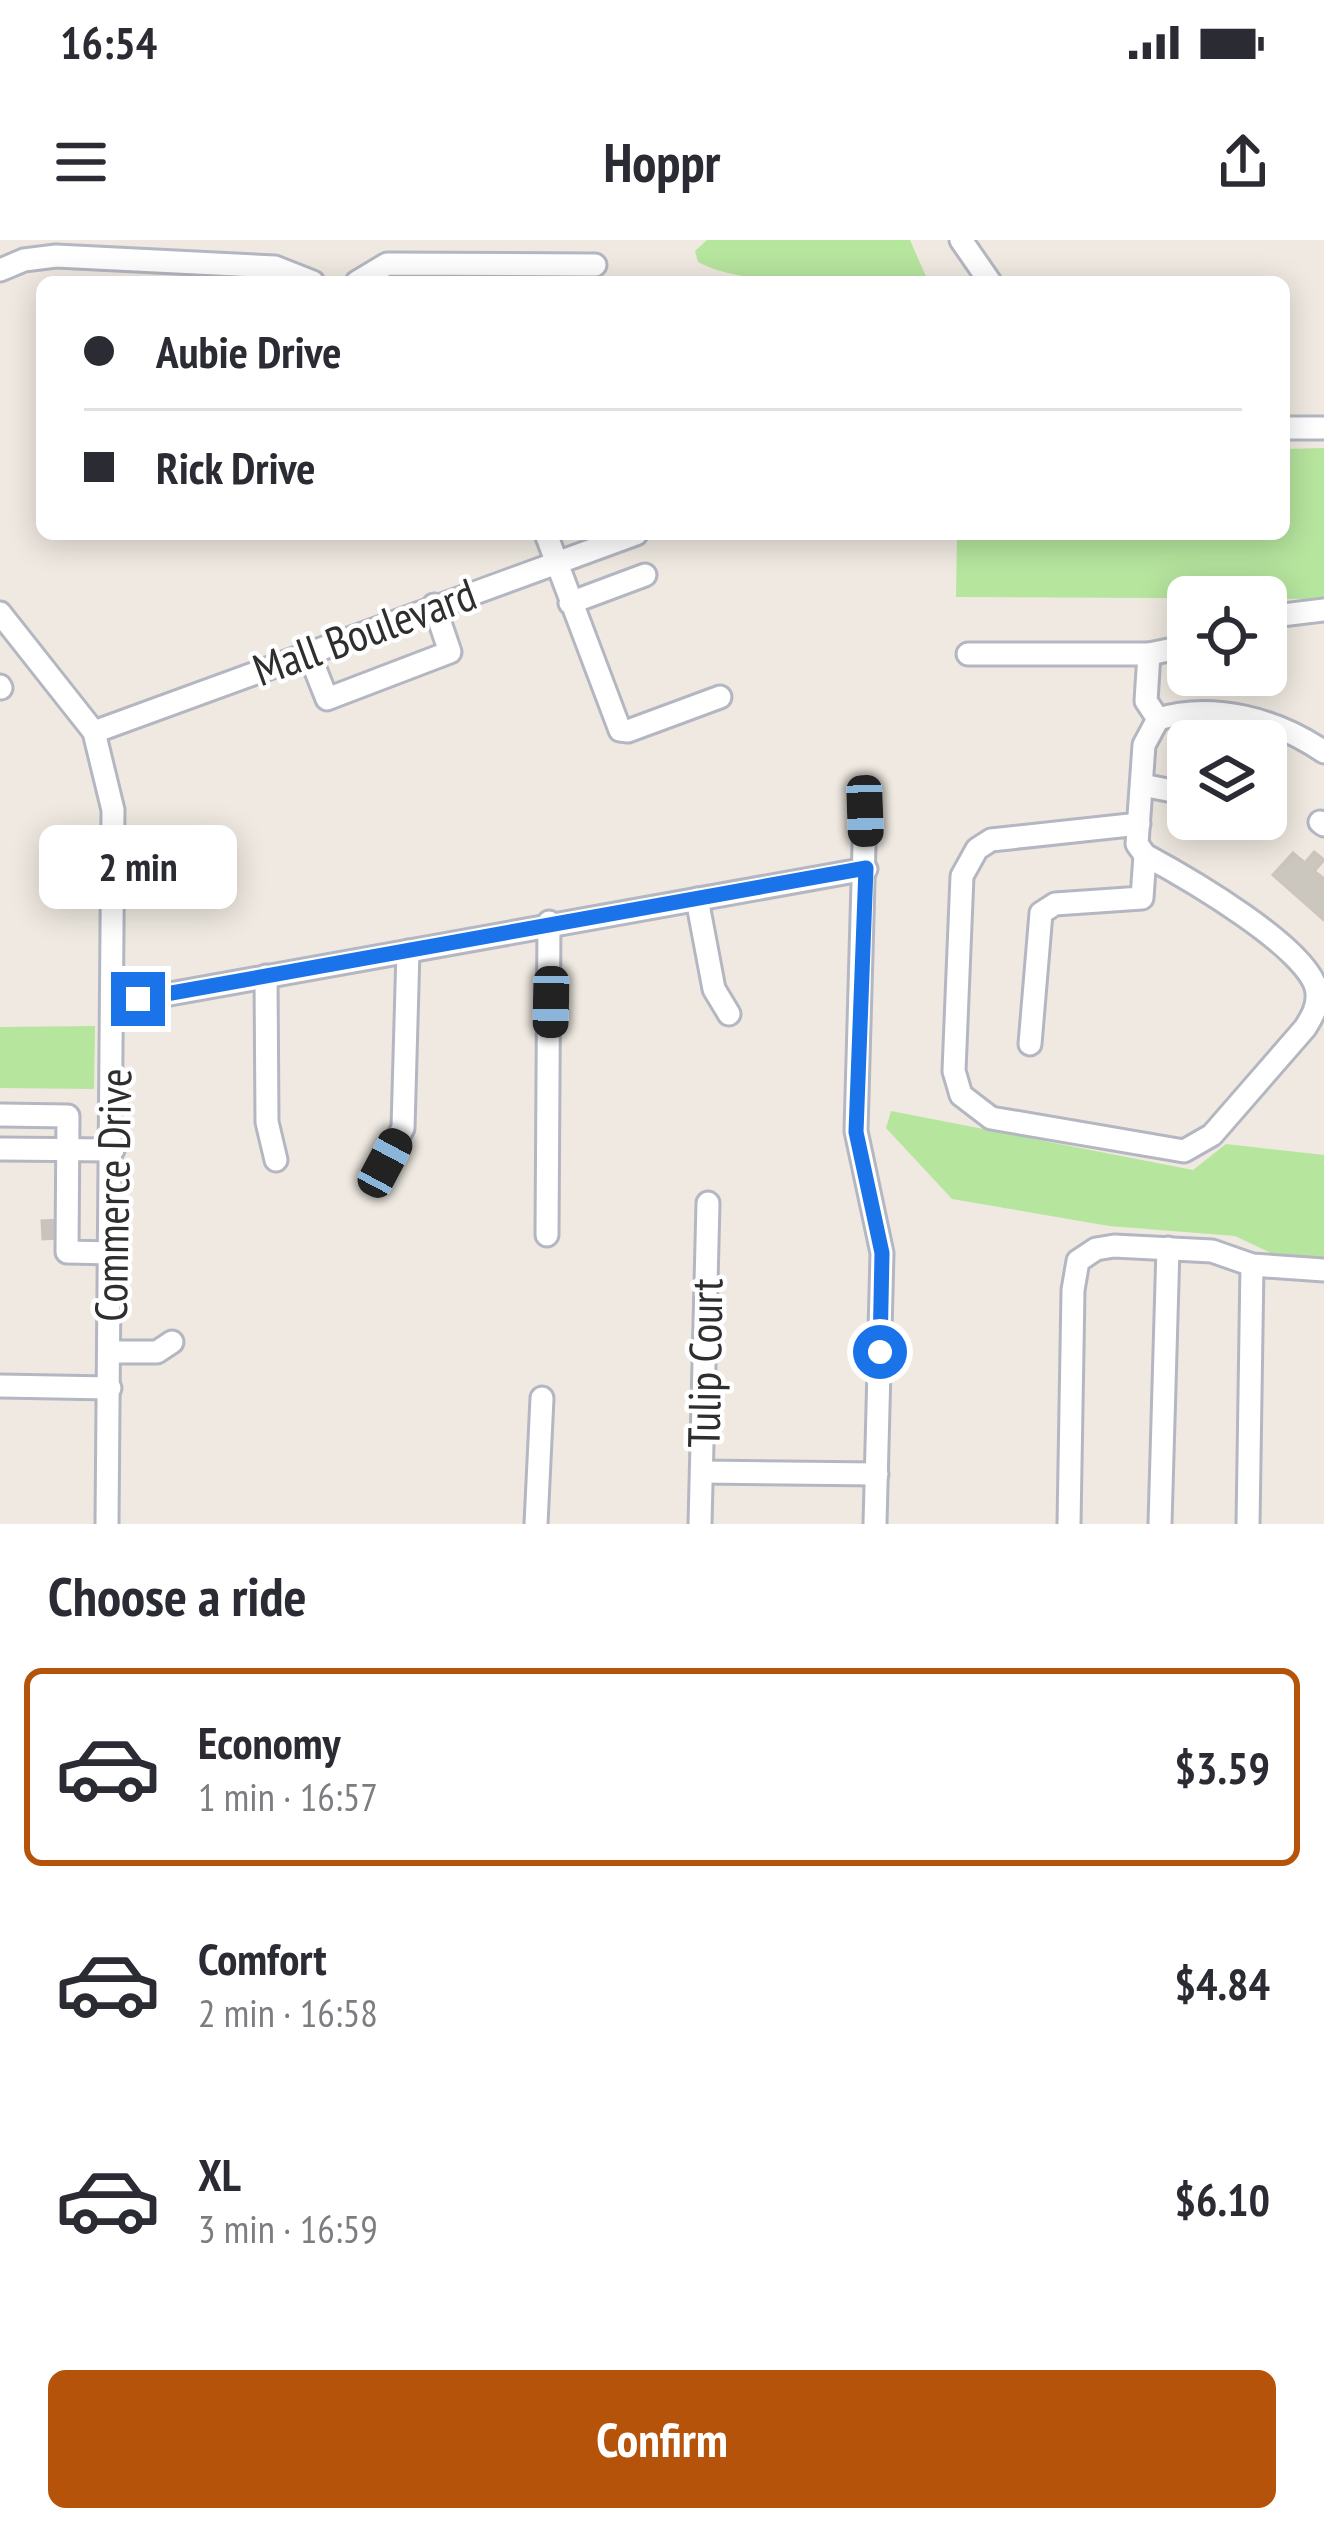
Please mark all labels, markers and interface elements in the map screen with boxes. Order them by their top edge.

--

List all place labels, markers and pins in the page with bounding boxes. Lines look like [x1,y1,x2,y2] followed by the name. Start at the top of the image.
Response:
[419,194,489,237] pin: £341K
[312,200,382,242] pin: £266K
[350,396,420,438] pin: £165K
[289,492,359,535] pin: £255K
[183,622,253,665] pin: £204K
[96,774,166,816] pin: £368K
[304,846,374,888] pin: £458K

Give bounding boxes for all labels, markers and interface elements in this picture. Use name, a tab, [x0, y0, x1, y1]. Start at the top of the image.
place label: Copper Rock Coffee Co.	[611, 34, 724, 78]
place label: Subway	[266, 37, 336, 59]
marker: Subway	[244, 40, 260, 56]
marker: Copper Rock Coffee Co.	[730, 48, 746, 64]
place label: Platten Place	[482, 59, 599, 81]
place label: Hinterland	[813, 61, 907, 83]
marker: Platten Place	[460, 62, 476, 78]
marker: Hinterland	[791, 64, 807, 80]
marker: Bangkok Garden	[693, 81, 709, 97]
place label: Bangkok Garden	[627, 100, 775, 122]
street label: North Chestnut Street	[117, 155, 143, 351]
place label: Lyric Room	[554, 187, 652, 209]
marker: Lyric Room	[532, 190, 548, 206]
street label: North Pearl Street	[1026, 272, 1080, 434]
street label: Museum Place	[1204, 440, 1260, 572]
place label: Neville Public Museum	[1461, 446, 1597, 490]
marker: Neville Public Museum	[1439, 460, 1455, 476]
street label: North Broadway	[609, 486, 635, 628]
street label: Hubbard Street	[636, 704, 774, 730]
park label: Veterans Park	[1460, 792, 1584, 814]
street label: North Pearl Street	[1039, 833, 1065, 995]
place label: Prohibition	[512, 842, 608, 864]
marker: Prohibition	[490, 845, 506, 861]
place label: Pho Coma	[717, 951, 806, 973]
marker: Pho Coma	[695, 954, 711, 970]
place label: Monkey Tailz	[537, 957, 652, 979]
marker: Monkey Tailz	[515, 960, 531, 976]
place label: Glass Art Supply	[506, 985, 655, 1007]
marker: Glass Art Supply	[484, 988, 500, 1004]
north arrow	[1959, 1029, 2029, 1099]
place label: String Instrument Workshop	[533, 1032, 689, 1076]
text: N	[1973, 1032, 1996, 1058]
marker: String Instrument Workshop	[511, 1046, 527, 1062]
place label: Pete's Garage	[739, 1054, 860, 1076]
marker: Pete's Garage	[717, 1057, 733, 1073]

* * *

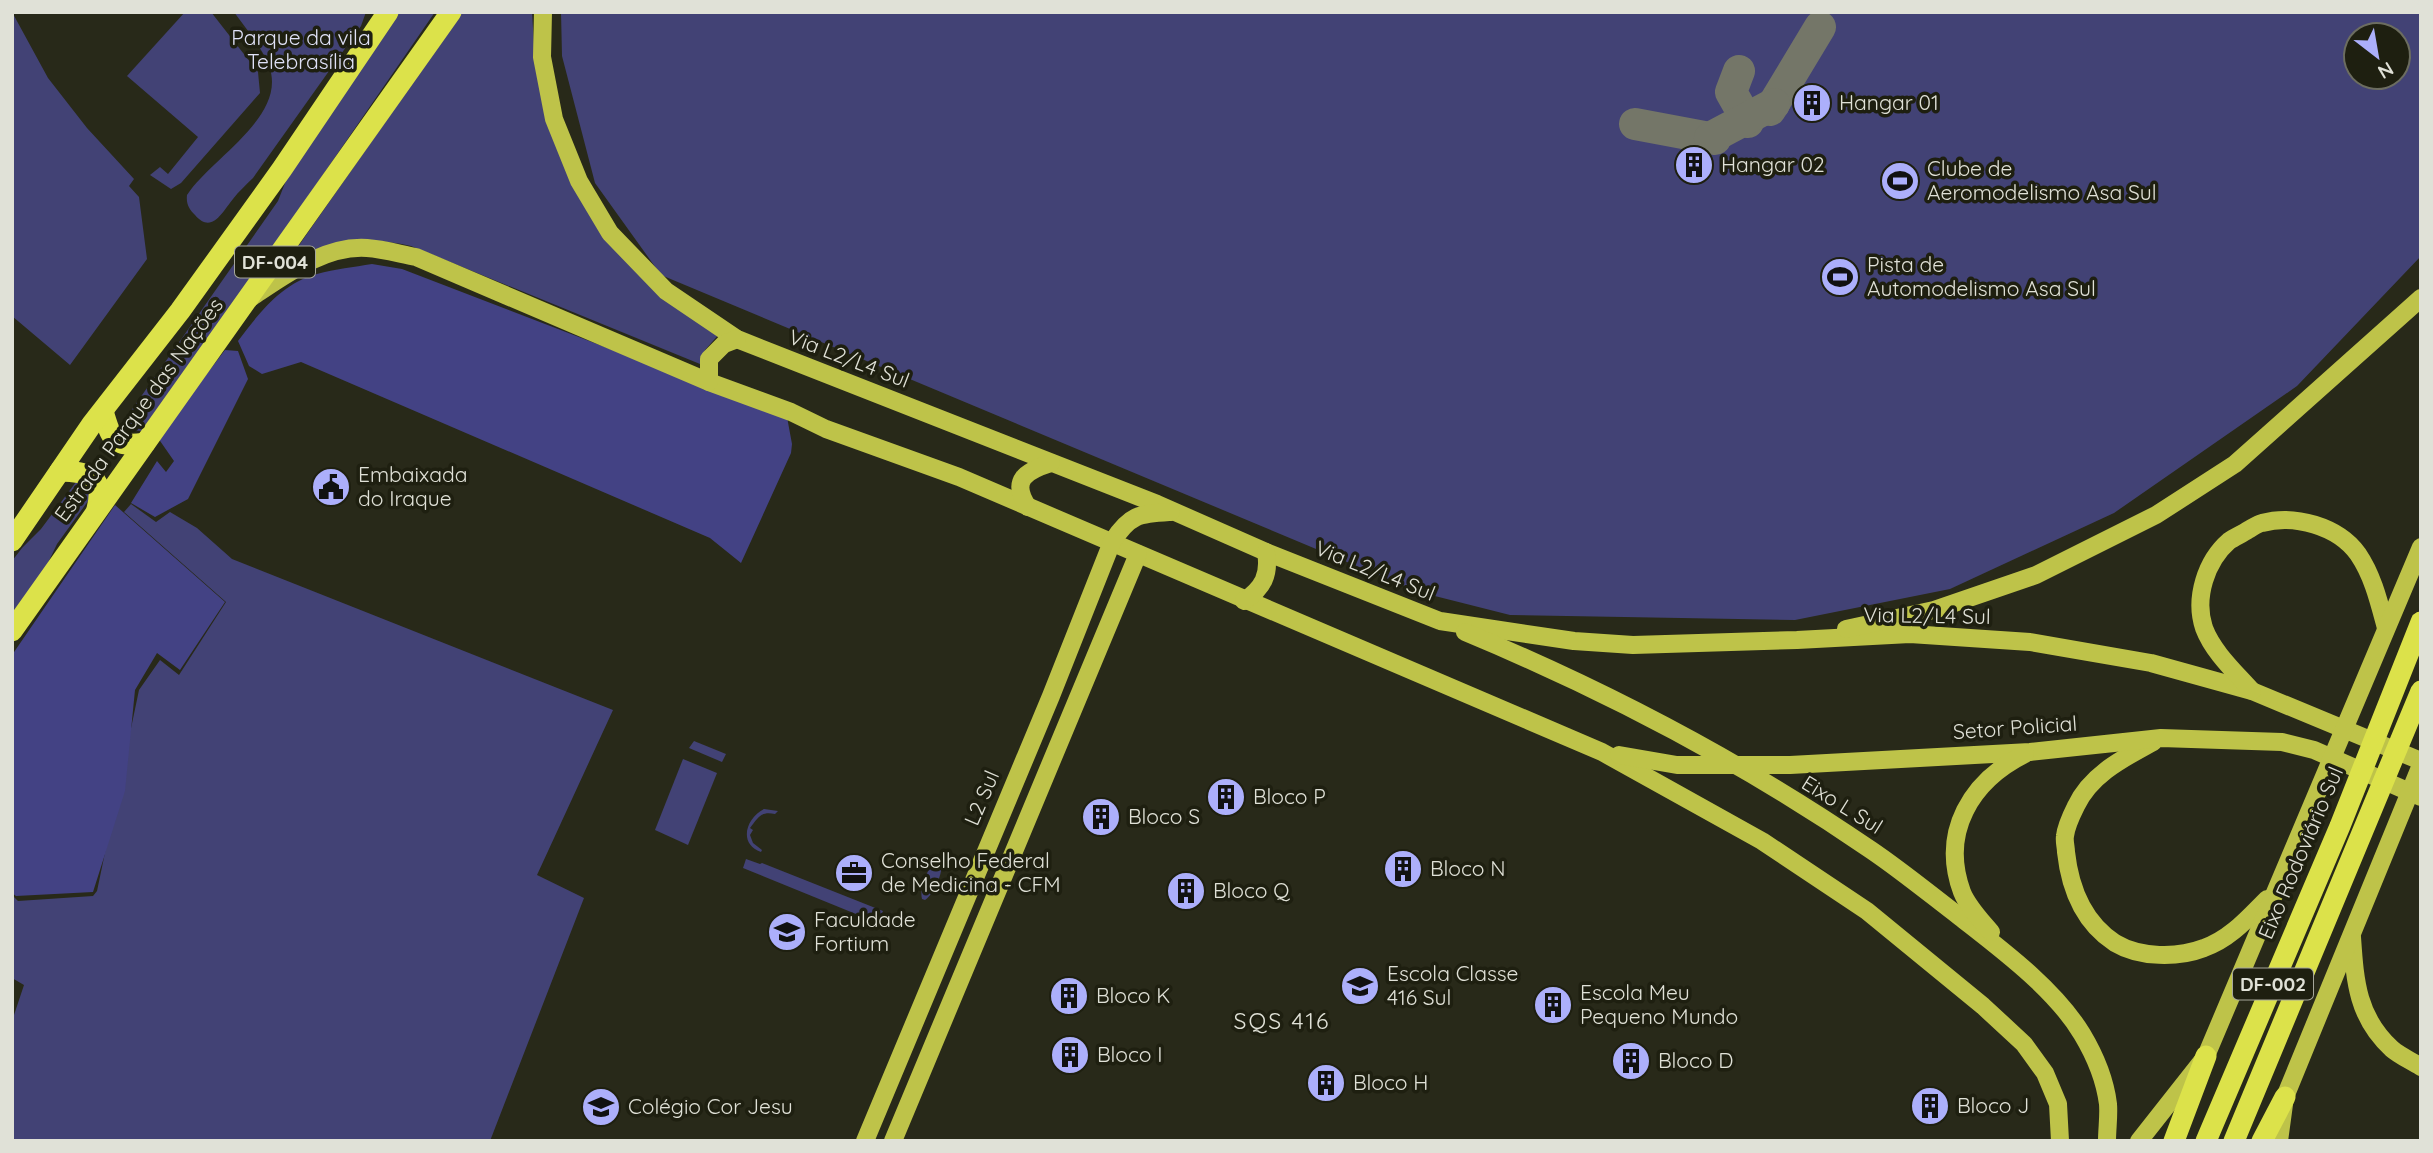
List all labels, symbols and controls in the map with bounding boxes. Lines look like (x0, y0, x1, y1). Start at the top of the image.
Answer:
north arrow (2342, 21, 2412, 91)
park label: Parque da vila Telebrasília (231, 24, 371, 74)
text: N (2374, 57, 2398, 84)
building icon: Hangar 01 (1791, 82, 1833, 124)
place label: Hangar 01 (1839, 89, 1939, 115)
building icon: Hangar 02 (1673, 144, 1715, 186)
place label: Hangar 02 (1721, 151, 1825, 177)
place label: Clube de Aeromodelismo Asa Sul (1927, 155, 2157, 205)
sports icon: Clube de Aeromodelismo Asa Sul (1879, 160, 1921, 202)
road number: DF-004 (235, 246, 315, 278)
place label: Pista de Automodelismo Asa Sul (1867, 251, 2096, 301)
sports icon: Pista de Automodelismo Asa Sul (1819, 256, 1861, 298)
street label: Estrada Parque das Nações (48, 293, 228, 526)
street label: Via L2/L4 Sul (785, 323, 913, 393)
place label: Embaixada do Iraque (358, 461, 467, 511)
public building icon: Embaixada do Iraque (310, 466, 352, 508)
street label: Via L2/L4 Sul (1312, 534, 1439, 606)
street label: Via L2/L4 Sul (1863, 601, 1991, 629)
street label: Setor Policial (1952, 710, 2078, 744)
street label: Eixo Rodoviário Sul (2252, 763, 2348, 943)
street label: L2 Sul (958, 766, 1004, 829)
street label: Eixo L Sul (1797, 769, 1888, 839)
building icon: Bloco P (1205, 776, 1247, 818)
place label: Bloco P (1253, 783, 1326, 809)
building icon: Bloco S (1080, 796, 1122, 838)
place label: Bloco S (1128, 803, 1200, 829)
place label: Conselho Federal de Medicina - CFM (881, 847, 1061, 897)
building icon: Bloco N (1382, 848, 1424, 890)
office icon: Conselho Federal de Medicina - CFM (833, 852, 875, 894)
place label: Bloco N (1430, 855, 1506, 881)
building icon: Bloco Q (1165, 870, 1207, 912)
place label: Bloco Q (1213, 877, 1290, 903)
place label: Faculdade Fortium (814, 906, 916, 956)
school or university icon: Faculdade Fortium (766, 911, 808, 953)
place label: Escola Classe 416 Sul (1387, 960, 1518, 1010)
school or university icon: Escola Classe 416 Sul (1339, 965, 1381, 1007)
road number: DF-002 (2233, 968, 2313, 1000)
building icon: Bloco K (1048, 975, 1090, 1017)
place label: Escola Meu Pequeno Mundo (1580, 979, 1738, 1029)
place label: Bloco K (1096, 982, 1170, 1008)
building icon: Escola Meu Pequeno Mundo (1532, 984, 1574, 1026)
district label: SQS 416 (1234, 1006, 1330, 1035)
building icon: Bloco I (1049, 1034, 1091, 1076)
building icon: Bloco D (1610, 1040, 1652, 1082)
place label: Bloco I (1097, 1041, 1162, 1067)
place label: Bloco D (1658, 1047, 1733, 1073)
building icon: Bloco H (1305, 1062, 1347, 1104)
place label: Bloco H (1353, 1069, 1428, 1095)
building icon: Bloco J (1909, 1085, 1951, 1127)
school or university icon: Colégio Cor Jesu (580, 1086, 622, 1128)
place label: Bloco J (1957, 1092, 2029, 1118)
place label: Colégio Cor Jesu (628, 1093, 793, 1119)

EXERCISE AIM » Extract every line of the records above that contains the word "with".

SOLUTION »
Please mark all labels, markers and interface elements in the map screen with boxes. Order them by their top edge.
List all place labels, markers and pins in the page with bounding boxes. Lines look like [x1,y1,x2,y2] followed by the name. Start at the top of the image.
List all labels, symbols and controls in the map with bounding boxes. Lines look like (x0, y0, x1, y1). Start at the top of the image.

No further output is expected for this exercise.